» Assignment: Retrieve each line that contains the word "this" from the entries below.
--- Supplied records Enclosed Below ---
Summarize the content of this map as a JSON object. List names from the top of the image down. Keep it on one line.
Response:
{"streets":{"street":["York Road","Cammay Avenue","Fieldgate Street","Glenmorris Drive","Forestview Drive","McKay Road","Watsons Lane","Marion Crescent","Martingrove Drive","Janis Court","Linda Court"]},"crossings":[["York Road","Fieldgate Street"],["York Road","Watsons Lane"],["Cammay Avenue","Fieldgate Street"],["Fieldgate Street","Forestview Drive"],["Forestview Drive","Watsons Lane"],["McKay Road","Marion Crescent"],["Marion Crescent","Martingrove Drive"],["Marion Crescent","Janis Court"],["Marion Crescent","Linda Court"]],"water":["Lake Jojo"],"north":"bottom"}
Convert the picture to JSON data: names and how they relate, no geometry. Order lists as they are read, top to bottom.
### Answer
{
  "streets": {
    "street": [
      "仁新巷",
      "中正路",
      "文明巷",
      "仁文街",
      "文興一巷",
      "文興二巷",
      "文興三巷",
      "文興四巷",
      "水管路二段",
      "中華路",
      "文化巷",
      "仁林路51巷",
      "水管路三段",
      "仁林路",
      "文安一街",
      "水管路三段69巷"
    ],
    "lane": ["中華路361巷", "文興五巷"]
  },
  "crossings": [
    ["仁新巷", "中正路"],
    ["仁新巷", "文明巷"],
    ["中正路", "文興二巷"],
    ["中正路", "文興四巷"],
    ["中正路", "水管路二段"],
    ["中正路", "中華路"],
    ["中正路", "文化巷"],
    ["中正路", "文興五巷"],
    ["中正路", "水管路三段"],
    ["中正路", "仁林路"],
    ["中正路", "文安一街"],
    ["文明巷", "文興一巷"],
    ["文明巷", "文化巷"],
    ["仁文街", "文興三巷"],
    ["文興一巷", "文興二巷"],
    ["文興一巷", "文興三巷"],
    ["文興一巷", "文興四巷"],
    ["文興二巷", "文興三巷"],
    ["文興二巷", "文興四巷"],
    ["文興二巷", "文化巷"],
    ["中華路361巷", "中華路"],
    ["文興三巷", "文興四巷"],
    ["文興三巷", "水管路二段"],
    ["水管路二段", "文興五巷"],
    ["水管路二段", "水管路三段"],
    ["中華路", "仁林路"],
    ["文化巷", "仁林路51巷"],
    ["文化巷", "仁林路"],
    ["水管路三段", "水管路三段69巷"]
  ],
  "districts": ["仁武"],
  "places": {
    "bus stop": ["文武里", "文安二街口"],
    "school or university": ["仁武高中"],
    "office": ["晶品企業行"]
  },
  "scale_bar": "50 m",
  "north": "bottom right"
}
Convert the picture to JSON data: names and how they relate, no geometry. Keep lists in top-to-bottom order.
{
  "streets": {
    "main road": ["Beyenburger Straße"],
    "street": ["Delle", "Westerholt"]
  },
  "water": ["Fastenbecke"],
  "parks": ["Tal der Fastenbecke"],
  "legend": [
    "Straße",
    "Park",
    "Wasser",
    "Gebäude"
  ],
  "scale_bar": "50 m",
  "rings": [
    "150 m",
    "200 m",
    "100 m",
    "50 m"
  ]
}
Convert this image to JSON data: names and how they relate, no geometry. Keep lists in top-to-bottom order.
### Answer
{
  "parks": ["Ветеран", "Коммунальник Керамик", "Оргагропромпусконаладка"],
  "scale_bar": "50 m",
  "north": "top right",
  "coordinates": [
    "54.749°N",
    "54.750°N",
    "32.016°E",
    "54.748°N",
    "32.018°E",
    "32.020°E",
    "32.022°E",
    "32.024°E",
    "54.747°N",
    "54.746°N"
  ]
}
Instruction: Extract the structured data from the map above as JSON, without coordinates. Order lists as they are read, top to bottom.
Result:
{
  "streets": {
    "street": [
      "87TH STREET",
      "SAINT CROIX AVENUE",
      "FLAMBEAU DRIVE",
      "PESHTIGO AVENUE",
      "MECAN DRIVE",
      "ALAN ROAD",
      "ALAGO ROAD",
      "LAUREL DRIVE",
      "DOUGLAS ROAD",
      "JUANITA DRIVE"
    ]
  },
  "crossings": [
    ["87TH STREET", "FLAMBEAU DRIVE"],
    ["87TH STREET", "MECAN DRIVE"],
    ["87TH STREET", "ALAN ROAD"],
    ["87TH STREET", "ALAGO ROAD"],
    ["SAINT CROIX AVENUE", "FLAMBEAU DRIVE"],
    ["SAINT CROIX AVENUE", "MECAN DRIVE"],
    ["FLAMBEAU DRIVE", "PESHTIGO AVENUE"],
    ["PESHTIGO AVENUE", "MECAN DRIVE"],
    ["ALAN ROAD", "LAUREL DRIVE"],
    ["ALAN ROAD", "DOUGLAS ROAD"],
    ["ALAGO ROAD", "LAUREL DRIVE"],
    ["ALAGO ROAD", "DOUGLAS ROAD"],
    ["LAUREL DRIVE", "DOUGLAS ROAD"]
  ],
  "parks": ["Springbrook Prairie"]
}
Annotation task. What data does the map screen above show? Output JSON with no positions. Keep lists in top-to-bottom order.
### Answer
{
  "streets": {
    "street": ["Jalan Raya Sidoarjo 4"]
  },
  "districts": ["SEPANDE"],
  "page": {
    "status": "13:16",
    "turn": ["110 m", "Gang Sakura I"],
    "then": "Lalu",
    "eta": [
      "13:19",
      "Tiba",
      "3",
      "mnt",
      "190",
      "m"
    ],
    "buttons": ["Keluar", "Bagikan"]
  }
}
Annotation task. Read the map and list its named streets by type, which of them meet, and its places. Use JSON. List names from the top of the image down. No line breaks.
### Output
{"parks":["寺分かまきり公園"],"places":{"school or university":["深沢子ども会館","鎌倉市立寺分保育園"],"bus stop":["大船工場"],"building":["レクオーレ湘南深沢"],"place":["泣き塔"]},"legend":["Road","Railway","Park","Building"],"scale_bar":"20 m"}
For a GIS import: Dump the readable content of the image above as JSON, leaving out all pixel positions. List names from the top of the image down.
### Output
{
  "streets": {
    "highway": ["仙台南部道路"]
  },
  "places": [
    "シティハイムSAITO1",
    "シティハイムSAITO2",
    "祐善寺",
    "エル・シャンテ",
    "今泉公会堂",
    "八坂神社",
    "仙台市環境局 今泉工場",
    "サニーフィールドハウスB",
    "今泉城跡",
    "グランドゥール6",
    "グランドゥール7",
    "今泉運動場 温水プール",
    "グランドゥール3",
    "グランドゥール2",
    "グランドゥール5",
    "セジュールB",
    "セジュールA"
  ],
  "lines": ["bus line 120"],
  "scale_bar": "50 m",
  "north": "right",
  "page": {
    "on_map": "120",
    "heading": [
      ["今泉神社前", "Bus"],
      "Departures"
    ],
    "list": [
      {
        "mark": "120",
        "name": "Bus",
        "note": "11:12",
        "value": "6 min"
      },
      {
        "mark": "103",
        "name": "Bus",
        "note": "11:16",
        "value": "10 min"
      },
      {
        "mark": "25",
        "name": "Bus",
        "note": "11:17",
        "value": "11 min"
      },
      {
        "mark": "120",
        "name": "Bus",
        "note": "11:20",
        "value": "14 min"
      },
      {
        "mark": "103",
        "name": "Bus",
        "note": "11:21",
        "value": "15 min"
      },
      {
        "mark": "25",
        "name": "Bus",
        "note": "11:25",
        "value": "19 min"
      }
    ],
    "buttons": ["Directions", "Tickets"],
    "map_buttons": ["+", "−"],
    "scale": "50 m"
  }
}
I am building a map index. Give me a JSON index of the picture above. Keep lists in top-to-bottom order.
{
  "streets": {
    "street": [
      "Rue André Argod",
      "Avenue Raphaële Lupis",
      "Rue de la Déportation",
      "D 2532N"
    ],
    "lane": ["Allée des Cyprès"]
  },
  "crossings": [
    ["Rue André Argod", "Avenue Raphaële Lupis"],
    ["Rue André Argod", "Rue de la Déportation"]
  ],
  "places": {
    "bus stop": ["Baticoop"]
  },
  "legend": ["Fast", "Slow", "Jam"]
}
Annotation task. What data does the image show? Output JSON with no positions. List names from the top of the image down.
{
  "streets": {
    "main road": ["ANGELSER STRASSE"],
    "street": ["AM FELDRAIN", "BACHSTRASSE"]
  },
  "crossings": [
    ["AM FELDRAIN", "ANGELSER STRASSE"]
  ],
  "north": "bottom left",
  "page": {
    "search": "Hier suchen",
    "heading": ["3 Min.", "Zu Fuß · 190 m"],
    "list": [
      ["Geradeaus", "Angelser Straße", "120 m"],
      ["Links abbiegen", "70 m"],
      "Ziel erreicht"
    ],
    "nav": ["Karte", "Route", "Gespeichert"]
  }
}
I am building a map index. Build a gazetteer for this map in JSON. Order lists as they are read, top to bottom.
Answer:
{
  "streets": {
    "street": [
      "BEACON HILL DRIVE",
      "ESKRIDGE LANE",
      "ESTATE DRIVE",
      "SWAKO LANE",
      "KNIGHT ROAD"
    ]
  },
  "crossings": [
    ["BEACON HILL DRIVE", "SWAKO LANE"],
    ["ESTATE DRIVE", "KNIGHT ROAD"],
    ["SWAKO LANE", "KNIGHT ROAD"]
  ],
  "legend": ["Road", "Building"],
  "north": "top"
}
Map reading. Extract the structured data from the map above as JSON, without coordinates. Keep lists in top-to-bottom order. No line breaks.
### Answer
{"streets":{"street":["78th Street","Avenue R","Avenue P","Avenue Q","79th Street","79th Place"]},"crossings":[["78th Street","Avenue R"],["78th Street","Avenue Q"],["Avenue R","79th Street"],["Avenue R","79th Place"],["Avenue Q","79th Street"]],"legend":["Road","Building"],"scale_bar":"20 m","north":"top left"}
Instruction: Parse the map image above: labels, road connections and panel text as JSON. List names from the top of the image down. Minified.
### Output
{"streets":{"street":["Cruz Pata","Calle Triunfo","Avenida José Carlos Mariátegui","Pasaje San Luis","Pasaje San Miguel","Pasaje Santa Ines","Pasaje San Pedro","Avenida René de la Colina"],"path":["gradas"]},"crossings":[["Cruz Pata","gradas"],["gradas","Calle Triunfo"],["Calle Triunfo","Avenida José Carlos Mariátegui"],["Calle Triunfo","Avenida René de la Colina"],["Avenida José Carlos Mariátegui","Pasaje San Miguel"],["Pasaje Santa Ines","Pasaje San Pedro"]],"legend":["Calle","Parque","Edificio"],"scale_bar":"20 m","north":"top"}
--- End of Enclosed Supplied records ---
» Answer space:
Summarize the content of this map as a JSON object. List names from the top of the image down. Keep it on one line.
Convert this image to JSON data: names and how they relate, no geometry. Keep lists in top-to-bottom order.
I am building a map index. Build a gazetteer for this map in JSON. Order lists as they are read, top to bottom.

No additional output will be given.